The concentrations of ionised calcium fell markedly and by similar proportions during FFP infusion, falling by 26% when preceded by standard HAS (CI 14.6–37.4, P < 0.000) and by 27.5% (CI 14.4–40.5, P < 0.001) after supplemented HAS (Fig. 2b). However, although the percentage falls were similar, the higher initial ionised calcium concentrations achieved by the use of supplemented HAS meant that the absolute values were higher, at 0.92 mmol/l compared to 0.78 mmol/l, after standard HAS (difference 0.14, CI 0.07–0.22, P = 0.002). Clinical symptoms of tetany were reported during 9/31 (29%) of the plasmapheresis sessions using standard HAS; none was reported during the 31 supplemented treatments (P < 0.002). Tetany was always associated with ionised calcium concentrations between 0.35 mmol/l and 0.67 mmol/l.

Discussion

Plasmapheresis is carried out fairly widely for various renal and immunological diseases to remove the presumed damaging plasma elements, such as anti-glomerular basement membrane antibody, or to replace deficient components, for example in atypical haemolytic uraemic syndrome. Previous authors that have used HAS as a replacement fluid have noted that the use of citrate as an anticoagulant may cause tetany, because it chelates divalent cations and reduces their free ionised concentrations, and have attempted to minimise this problem by infusing calcium prophylactically. Calcium gluconate has been given intravenously both in regular boluses [4, 5], and at a concentration of 2.2 mmol/l in the replacement fluid [5]. It is likely that in the process of correcting their patients’ ionised calcium levels, they will have raised their total calcium levels substantially, as we saw in out-patients treated that way (Fig. 1). We can speculate that individuals are likely to develop abnormally high ionised calcium concentrations once the citrate has been metabolised and the normal relationship between bound and free calcium restored.
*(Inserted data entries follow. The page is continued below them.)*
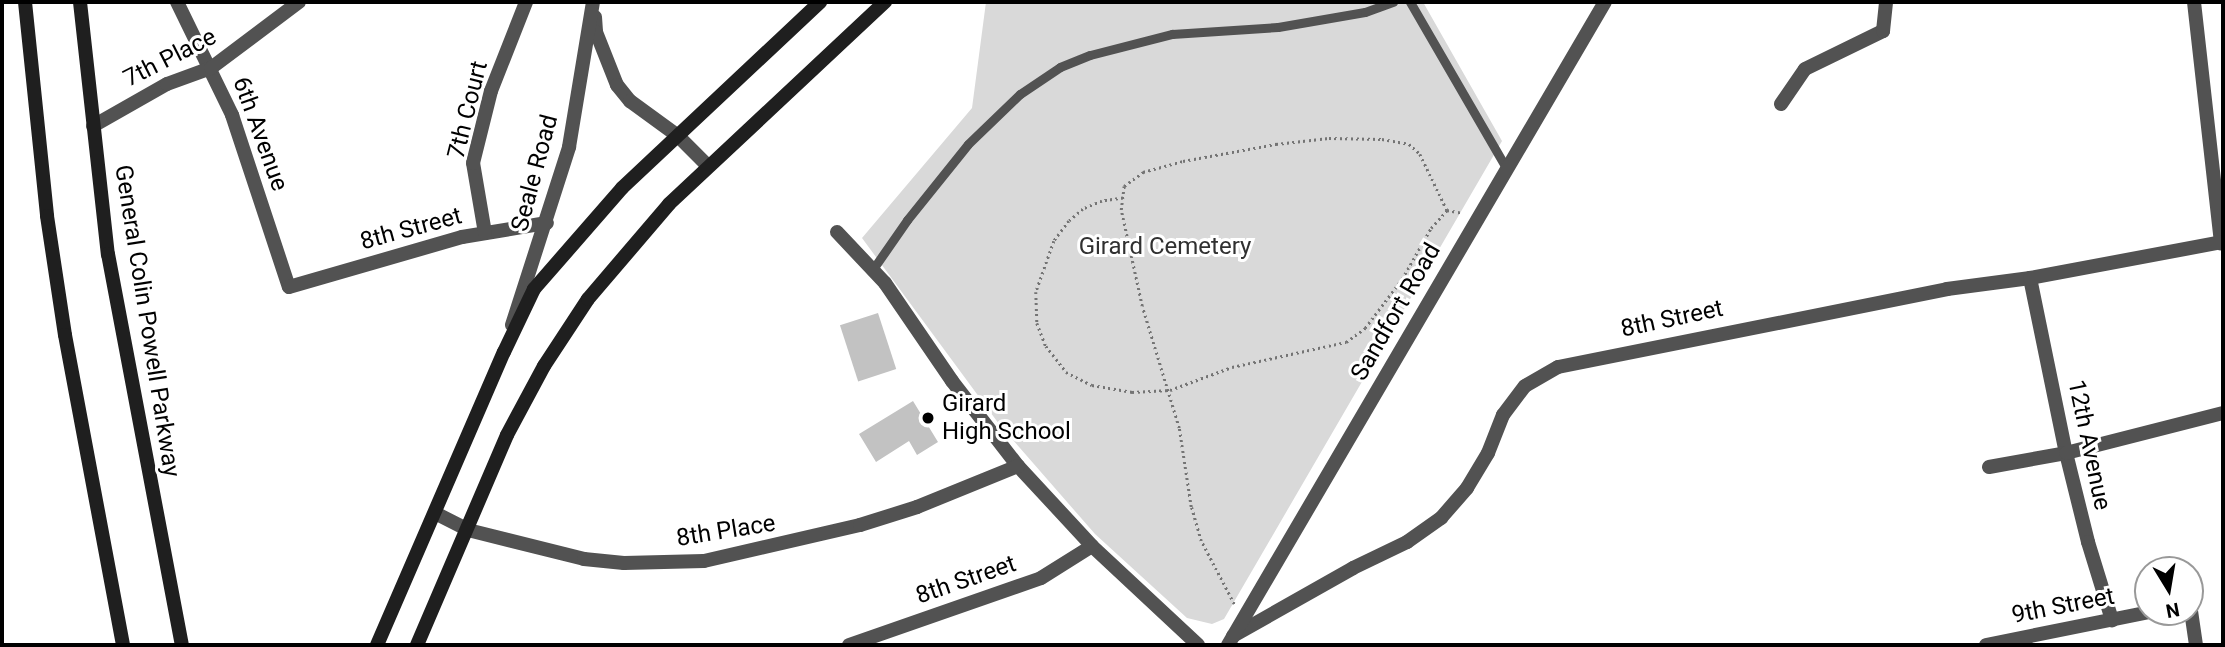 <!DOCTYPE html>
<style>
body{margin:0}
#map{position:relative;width:2225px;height:647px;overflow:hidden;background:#fff;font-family:Roboto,sans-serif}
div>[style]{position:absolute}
.green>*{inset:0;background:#d9d9d9}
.building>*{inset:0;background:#c2c2c2;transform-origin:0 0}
.path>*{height:2.5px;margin-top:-1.25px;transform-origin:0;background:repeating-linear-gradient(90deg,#747474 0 2px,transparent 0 5.5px)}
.service>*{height:9px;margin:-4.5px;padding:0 4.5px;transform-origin:4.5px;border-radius:4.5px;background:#525252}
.minor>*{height:14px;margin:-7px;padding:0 7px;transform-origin:7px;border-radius:7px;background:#525252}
.tertiary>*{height:14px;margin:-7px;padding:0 7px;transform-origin:7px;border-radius:7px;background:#525252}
.secondary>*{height:14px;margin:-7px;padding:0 7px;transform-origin:7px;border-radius:7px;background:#1f1f1f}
.dots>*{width:19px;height:19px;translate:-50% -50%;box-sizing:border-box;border:4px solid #fff;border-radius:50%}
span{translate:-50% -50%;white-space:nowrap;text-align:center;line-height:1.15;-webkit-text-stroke:6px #fff;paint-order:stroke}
.street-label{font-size:24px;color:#000}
.park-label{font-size:24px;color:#303030}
.poi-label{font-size:24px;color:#000}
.left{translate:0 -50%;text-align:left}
.frame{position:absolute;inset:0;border:4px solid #000;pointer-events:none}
.north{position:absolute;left:2134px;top:556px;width:70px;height:70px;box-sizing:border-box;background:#fff;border:2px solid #999;border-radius:50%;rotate:169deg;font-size:19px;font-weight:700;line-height:28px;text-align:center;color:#000}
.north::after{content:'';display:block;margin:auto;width:24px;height:32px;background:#000;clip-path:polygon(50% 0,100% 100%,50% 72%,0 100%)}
</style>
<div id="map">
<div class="green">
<div style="clip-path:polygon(986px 2px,1423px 2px,1502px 141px,1224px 619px,1212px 624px,1187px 618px,1095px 534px,999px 424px,862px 238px,972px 108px)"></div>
</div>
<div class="building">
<div style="left:878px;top:313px;width:59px;height:40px;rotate:72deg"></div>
<div style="clip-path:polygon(913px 401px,938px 442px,917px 455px,909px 441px,876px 462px,859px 434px)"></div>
</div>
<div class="path">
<div style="left:1123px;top:198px;width:21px;rotate:172deg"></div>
<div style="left:1102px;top:201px;width:21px;rotate:157deg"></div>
<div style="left:1083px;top:209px;width:18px;rotate:139deg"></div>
<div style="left:1069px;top:221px;width:25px;rotate:127deg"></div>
<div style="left:1054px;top:241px;width:54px;rotate:109.4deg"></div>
<div style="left:1036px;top:292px;width:31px;rotate:88deg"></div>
<div style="left:1037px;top:323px;width:25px;rotate:69deg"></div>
<div style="left:1046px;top:346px;width:33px;rotate:52deg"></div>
<div style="left:1066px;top:372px;width:29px;rotate:27deg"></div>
<div style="left:1092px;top:385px;width:41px;rotate:9.9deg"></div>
<div style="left:1132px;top:392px;width:38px;rotate:-3deg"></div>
<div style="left:1170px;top:390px;width:66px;rotate:-20.4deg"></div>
<div style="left:1232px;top:367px;width:117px;rotate:-12.4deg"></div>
<div style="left:1346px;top:342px;width:24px;rotate:-36deg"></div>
<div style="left:1365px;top:328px;width:61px;rotate:-52.9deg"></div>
<div style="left:1402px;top:279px;width:59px;rotate:-60.4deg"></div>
<div style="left:1431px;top:228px;width:24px;rotate:-48deg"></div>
<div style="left:1234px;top:604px;width:71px;rotate:-117.6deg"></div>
<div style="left:1201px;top:541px;width:35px;rotate:-106deg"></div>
<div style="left:1191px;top:507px;width:80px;rotate:-98.6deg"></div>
<div style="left:1179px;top:428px;width:127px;rotate:-106.9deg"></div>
<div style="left:1142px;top:306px;width:98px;rotate:-102.3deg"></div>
<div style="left:1121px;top:210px;width:24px;rotate:-83deg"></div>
<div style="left:1124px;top:186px;width:24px;rotate:-36deg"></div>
<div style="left:1143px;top:172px;width:41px;rotate:-15.4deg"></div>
<div style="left:1183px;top:161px;width:95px;rotate:-10.4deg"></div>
<div style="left:1276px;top:144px;width:53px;rotate:-6.5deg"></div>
<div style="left:1329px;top:138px;width:53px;rotate:1.1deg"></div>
<div style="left:1382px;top:139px;width:27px;rotate:10deg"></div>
<div style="left:1409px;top:144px;width:15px;rotate:42deg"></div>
<div style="left:1420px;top:154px;width:62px;rotate:64.3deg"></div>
<div style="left:1447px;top:210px;width:16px;rotate:11deg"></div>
</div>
<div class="service">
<div style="left:1410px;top:2px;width:193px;rotate:59.9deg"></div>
<div style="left:873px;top:269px;width:60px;rotate:-55.2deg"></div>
<div style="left:907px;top:220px;width:97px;rotate:-51.2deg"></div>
<div style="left:968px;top:144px;width:72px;rotate:-43.9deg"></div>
<div style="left:1020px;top:94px;width:48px;rotate:-34deg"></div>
<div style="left:1060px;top:67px;width:32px;rotate:-22deg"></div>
<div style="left:1090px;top:55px;width:85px;rotate:-14.4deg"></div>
<div style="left:1172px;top:34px;width:106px;rotate:-3.8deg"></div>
<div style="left:1278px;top:27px;width:88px;rotate:-9.8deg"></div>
<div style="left:1365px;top:12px;width:30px;rotate:-20deg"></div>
</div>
<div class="minor">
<div style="left:177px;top:2px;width:126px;rotate:64deg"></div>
<div style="left:232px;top:115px;width:181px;rotate:71.7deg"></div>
<div style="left:289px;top:287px;width:180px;rotate:-16.1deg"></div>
<div style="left:462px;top:237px;width:86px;rotate:-9.4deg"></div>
<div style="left:2194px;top:2px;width:243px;rotate:83.6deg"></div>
<div style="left:1781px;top:104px;width:42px;rotate:-55.6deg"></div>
<div style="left:1805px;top:69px;width:87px;rotate:-26deg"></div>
<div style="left:1883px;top:31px;width:29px;rotate:-84deg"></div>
<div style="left:93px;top:126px;width:85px;rotate:-29.6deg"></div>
<div style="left:167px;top:84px;width:47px;rotate:-20deg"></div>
<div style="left:211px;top:68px;width:110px;rotate:-36.9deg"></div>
<div style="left:837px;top:232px;width:70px;rotate:46.7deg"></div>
<div style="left:885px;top:283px;width:119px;rotate:55.6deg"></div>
<div style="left:952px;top:381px;width:108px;rotate:52.2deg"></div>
<div style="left:1018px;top:466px;width:109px;rotate:47.2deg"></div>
<div style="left:1092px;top:546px;width:145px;rotate:43deg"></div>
<div style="left:485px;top:233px;width:71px;rotate:-99.7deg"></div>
<div style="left:473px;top:163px;width:74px;rotate:-76deg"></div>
<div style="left:491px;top:91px;width:96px;rotate:-68.5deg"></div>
<div style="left:2030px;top:278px;width:179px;rotate:78.4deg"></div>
<div style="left:2066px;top:453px;width:92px;rotate:76.1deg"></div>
<div style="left:2088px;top:542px;width:82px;rotate:72.9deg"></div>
<div style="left:1989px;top:467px;width:78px;rotate:-10.3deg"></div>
<div style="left:2066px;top:453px;width:162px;rotate:-14.3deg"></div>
<div style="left:435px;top:513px;width:37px;rotate:27deg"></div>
<div style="left:468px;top:530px;width:120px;rotate:14deg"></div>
<div style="left:584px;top:559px;width:40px;rotate:5.7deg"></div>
<div style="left:624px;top:563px;width:80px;rotate:-1.4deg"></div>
<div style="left:704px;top:561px;width:160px;rotate:-13deg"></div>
<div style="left:860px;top:525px;width:60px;rotate:-17.5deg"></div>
<div style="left:917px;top:507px;width:109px;rotate:-22.1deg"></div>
<div style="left:2190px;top:604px;width:41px;rotate:81.7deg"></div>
<div style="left:1233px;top:636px;width:138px;rotate:-29.5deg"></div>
<div style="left:1353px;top:568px;width:60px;rotate:-25.7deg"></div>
<div style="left:1407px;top:542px;width:42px;rotate:-35.2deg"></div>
<div style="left:1441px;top:518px;width:40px;rotate:-49deg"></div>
<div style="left:1467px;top:488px;width:41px;rotate:-59deg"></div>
<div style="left:1488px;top:453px;width:41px;rotate:-68.5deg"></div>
<div style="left:1503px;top:415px;width:36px;rotate:-53deg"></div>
<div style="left:1525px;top:386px;width:38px;rotate:-30deg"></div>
<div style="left:1558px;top:367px;width:397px;rotate:-11.3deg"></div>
<div style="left:1947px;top:289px;width:84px;rotate:-7.5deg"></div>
<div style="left:2030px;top:278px;width:196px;rotate:-10.6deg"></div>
<div style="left:849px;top:645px;width:203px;rotate:-19.2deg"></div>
<div style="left:1041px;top:578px;width:60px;rotate:-32.1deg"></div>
<div style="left:1986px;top:645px;width:167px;rotate:-11.4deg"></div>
</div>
<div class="tertiary">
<div style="left:595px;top:17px;width:15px;rotate:86deg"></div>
<div style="left:596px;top:32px;width:57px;rotate:68.4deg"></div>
<div style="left:617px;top:85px;width:21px;rotate:51deg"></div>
<div style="left:630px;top:101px;width:59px;rotate:36.1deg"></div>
<div style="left:678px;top:136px;width:42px;rotate:45deg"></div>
<div style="left:512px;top:325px;width:187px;rotate:-72.2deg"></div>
<div style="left:569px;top:147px;width:147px;rotate:-80.6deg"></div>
<div style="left:1228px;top:645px;width:745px;rotate:-59.62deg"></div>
</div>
<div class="secondary">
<div style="left:25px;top:2px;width:215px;rotate:84.1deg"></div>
<div style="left:47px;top:216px;width:120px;rotate:81.4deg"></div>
<div style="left:65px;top:335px;width:315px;rotate:79.4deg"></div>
<div style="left:80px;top:2px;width:254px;rotate:83.7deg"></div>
<div style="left:108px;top:254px;width:398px;rotate:79.3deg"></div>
<div style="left:377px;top:645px;width:319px;rotate:-66.6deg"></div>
<div style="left:504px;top:352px;width:70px;rotate:-64.5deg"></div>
<div style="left:534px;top:289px;width:134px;rotate:-48.9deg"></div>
<div style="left:622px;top:188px;width:272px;rotate:-43.2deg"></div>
<div style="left:417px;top:645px;width:228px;rotate:-66.8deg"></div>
<div style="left:507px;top:435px;width:78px;rotate:-61.8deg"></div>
<div style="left:544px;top:366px;width:80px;rotate:-56.7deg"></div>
<div style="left:588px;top:299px;width:125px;rotate:-49.5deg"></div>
<div style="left:669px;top:204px;width:296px;rotate:-43.1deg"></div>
</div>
<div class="dots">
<div style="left:928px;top:418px;background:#000"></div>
</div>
<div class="street-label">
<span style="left:170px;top:58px;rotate:-27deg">7th Place</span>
<span style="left:468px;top:110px;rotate:-76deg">7th Court</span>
<span style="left:260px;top:134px;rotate:70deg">6th Avenue</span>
<span style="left:535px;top:173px;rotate:-75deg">Seale Road</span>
<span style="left:411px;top:229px;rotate:-15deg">8th Street</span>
<span style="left:1396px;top:312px;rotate:-60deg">Sandfort Road</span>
<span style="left:1672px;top:319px;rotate:-12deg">8th Street</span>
<span style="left:147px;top:321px;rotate:81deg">General Colin Powell Parkway</span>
<span style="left:2089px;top:445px;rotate:78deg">12th Avenue</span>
<span style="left:726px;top:531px;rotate:-9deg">8th Place</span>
<span style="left:966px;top:580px;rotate:-19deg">8th Street</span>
<span style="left:2063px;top:606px;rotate:-11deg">9th Street</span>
</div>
<div class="park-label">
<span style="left:1165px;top:247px">Girard Cemetery</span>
</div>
<div class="poi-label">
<span class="left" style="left:942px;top:418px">Girard<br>High School</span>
</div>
<div class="frame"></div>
<div class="north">N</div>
</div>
Although we use heparin anticoagulation during plasmapheresis sessions, and, thereby, avoid the use of citrate throughout most of an exchange, we still encounter problems with hypocalcaemia, for two reasons. First, because HAS has no calcium or magnesium, exchange with this reduces the concentrations of ionised and total calcium, and of magnesium. In our children, who have relatively large volume exchanges (80 ml/kg, approximately equivalent to twice the plasma volume), the fall averages approximately 15%. Second, because we use FFP to reduce the depletion of various plasma components, including clotting factors, we necessarily infuse citrate during the last phase of the exchanges. This causes an approximately 25% fall in ionised calcium levels that may cause symptoms of tetany, which will last either until calcium is administered intravenously or until the citrate is metabolised. By adding calcium chloride and magnesium sulphate to HAS in concentrations similar to normal plasma levels, we avoid the early fall, and the balance of the divalent cation is maintained. Although the ionised calcium concentration (and presumably that of the free magnesium, which we did not measure) still fell during FFP infusion following the use of supplemented HAS, this did not cause any clinical symptoms of tetany. We have used supplemented HAS as a routine since completing this study and appear to have eliminated this symptom. We have also avoided the risk of inducing hypercalcaemia by infusing calcium during FFP exchange, which would correct the ionised calcium level transiently, but increased it substantially once the citrate was removed. We did not study the benefit that might have been seen with supplementing calcium alone, rather than supplementing both calcium and magnesium, but we speculate that it would be unlikely to have been so effective in maintaining the stability of the concentrations of both divalent cations.

In summary, we propose that, for small volume or single plasmapheresis sessions, the routine replacement fluid should be HAS, with additional calcium and magnesium supplements. This will maintain divalent cation balance. Furthermore, if FFP is required at the end to prevent the loss of plasma factors because of the volume or frequency of exchanges, this strategy will also make it unlikely that the patient will develop tetany due to citrate chelation.